EXTRACTED DATA:
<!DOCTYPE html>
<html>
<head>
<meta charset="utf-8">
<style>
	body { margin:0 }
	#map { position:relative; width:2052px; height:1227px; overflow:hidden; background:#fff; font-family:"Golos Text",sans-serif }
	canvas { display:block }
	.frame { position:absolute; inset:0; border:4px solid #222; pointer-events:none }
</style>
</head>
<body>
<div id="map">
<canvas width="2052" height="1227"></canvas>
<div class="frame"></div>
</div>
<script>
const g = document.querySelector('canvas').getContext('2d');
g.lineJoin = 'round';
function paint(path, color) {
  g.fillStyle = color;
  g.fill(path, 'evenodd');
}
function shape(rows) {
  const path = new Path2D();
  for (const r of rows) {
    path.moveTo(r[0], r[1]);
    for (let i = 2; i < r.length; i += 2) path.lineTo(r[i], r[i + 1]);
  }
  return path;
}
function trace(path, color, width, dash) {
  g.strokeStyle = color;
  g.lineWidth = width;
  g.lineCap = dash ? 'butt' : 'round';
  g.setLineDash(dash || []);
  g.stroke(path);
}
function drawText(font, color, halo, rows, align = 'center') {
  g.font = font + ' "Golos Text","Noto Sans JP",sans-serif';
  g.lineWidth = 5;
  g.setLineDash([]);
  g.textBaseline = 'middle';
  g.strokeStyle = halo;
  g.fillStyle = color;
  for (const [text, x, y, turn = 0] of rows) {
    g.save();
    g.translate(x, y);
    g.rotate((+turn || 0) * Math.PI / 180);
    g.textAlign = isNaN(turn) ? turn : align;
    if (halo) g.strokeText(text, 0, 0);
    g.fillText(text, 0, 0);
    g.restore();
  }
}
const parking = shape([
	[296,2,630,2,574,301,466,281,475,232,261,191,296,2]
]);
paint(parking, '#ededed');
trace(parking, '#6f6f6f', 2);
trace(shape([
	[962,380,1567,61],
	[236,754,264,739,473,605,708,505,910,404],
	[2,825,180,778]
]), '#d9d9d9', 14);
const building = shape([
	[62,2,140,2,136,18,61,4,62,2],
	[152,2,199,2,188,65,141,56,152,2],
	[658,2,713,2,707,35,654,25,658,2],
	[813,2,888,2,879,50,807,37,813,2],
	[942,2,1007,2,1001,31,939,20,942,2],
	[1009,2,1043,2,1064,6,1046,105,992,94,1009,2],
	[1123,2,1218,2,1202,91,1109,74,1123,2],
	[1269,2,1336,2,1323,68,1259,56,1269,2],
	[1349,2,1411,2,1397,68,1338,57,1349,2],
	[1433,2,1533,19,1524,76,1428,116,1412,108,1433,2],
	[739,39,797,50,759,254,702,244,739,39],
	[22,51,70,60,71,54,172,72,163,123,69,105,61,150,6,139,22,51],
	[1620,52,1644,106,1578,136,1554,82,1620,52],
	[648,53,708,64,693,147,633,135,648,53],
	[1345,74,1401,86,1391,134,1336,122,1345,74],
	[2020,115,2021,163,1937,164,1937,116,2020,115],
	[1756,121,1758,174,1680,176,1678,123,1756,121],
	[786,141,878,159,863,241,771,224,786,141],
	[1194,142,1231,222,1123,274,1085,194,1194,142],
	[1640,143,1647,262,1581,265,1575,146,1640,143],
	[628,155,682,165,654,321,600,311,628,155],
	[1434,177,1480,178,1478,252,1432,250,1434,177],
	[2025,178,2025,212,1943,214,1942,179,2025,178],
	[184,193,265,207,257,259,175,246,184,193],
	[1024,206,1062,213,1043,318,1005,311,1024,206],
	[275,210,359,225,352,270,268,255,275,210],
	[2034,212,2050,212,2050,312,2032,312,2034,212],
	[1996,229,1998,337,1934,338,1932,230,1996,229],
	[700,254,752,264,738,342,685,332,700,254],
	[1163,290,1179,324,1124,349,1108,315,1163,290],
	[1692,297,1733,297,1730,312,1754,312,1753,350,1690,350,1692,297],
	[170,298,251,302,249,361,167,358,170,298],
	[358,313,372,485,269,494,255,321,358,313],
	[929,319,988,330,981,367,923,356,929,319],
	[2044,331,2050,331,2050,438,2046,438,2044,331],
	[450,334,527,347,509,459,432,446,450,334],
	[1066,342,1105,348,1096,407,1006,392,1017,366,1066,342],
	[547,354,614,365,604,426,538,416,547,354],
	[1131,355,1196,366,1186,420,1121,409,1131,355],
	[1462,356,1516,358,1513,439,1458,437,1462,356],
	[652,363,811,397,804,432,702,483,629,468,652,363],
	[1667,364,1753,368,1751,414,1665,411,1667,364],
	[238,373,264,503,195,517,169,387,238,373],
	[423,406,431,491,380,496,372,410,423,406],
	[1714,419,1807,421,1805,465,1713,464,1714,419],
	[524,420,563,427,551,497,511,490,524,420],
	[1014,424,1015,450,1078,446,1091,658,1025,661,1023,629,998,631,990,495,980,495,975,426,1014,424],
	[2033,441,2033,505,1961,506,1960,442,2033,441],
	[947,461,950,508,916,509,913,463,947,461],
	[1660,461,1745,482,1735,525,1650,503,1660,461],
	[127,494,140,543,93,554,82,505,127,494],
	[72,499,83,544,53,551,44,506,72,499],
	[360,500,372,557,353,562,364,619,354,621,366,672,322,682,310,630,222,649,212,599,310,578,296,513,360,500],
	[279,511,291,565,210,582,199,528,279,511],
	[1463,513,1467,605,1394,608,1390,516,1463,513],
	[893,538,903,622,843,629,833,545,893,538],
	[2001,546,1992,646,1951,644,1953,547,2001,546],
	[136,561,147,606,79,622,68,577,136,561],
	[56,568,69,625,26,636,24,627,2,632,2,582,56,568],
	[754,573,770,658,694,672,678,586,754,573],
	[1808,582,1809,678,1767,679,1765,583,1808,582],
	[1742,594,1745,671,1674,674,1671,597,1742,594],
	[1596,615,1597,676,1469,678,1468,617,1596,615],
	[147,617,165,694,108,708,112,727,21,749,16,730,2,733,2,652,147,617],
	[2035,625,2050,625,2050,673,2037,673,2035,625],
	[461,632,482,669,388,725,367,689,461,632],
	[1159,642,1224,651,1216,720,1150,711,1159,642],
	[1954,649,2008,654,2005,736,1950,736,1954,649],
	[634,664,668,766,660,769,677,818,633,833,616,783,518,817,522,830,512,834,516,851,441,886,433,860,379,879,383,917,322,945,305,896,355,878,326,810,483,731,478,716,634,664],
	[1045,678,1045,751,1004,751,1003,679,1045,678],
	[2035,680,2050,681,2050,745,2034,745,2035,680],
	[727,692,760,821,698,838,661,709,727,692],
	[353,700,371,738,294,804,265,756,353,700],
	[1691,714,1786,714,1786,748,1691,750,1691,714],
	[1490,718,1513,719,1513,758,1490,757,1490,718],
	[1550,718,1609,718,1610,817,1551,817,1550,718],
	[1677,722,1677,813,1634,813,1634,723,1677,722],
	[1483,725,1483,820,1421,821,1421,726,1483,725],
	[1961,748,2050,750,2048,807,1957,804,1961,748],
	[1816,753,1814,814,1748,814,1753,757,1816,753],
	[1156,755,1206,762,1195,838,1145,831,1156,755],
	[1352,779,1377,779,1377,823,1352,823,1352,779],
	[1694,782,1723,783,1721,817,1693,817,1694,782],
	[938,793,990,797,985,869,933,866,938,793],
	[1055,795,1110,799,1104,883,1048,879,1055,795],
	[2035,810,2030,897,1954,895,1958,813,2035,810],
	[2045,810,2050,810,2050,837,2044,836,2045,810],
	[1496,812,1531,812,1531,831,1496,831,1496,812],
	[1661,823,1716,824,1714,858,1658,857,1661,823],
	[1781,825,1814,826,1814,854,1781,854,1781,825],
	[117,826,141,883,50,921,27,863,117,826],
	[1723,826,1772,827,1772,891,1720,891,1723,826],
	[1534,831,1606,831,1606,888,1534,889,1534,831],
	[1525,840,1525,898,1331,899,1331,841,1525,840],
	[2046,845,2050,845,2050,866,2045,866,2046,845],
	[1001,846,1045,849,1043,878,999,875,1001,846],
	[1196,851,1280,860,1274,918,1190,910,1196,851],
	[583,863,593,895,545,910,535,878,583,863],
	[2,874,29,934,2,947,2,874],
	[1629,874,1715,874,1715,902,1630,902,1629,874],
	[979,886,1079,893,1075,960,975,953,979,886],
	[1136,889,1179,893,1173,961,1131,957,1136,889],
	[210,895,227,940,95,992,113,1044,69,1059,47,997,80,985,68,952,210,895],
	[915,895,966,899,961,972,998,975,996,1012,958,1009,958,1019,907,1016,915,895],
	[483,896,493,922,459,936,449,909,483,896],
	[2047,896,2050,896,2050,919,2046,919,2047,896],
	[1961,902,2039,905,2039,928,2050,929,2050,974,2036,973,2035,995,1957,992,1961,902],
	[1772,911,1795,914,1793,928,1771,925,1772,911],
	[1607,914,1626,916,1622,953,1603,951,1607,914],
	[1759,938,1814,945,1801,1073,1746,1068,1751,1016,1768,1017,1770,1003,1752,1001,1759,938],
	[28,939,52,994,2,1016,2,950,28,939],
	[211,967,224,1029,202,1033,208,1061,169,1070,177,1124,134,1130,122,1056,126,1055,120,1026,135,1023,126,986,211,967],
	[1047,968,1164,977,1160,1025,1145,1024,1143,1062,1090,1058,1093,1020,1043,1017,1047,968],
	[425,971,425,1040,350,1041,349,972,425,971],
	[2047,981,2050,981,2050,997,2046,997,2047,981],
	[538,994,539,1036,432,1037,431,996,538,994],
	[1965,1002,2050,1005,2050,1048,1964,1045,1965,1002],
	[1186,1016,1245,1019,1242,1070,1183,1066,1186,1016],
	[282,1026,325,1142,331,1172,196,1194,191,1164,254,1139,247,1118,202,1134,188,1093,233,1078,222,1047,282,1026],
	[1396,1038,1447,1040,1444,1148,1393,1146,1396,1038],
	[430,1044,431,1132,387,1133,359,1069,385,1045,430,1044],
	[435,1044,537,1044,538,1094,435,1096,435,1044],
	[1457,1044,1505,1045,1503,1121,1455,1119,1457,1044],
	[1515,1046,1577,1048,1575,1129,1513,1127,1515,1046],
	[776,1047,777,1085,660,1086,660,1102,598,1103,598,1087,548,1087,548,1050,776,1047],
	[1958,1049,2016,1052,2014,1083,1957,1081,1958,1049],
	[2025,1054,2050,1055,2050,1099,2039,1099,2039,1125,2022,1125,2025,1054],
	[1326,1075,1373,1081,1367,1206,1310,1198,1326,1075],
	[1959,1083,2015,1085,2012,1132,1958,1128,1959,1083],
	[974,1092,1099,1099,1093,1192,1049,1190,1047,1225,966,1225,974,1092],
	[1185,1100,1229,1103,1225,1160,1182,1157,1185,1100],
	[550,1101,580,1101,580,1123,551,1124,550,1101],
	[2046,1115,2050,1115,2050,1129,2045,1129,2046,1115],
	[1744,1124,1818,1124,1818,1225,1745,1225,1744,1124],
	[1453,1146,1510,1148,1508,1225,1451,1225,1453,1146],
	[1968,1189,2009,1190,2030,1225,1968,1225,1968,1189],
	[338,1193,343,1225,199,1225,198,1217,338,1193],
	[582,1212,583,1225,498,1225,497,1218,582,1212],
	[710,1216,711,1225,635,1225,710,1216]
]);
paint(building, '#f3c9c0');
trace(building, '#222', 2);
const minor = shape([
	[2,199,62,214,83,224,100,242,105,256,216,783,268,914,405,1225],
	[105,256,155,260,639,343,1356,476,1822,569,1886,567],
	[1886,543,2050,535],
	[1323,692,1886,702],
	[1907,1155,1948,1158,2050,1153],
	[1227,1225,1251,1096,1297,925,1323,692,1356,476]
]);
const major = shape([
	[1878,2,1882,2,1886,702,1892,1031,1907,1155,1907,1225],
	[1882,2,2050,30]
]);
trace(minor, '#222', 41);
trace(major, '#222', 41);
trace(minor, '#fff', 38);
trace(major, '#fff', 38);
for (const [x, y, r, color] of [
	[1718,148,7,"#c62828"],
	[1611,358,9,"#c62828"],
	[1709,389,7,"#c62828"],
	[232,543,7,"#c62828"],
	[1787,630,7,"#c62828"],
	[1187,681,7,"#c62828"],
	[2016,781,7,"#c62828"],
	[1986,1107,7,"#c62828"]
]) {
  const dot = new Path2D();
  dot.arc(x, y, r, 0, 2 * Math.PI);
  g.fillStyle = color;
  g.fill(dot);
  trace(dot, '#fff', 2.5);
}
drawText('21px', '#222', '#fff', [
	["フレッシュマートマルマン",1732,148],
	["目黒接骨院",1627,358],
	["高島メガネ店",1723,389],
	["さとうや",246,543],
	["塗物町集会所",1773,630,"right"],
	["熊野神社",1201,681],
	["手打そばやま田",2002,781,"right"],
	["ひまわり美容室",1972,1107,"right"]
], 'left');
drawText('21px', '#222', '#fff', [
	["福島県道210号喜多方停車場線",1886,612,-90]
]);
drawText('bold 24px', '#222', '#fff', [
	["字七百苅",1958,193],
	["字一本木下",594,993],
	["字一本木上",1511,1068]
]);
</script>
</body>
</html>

TASK TO CARRY OUT: From the listing above, collect each line in which the string "align" appears.

RESPONSE TO THE TASK:
function drawText(font, color, halo, rows, align = 'center') {
    g.textAlign = isNaN(turn) ? turn : align;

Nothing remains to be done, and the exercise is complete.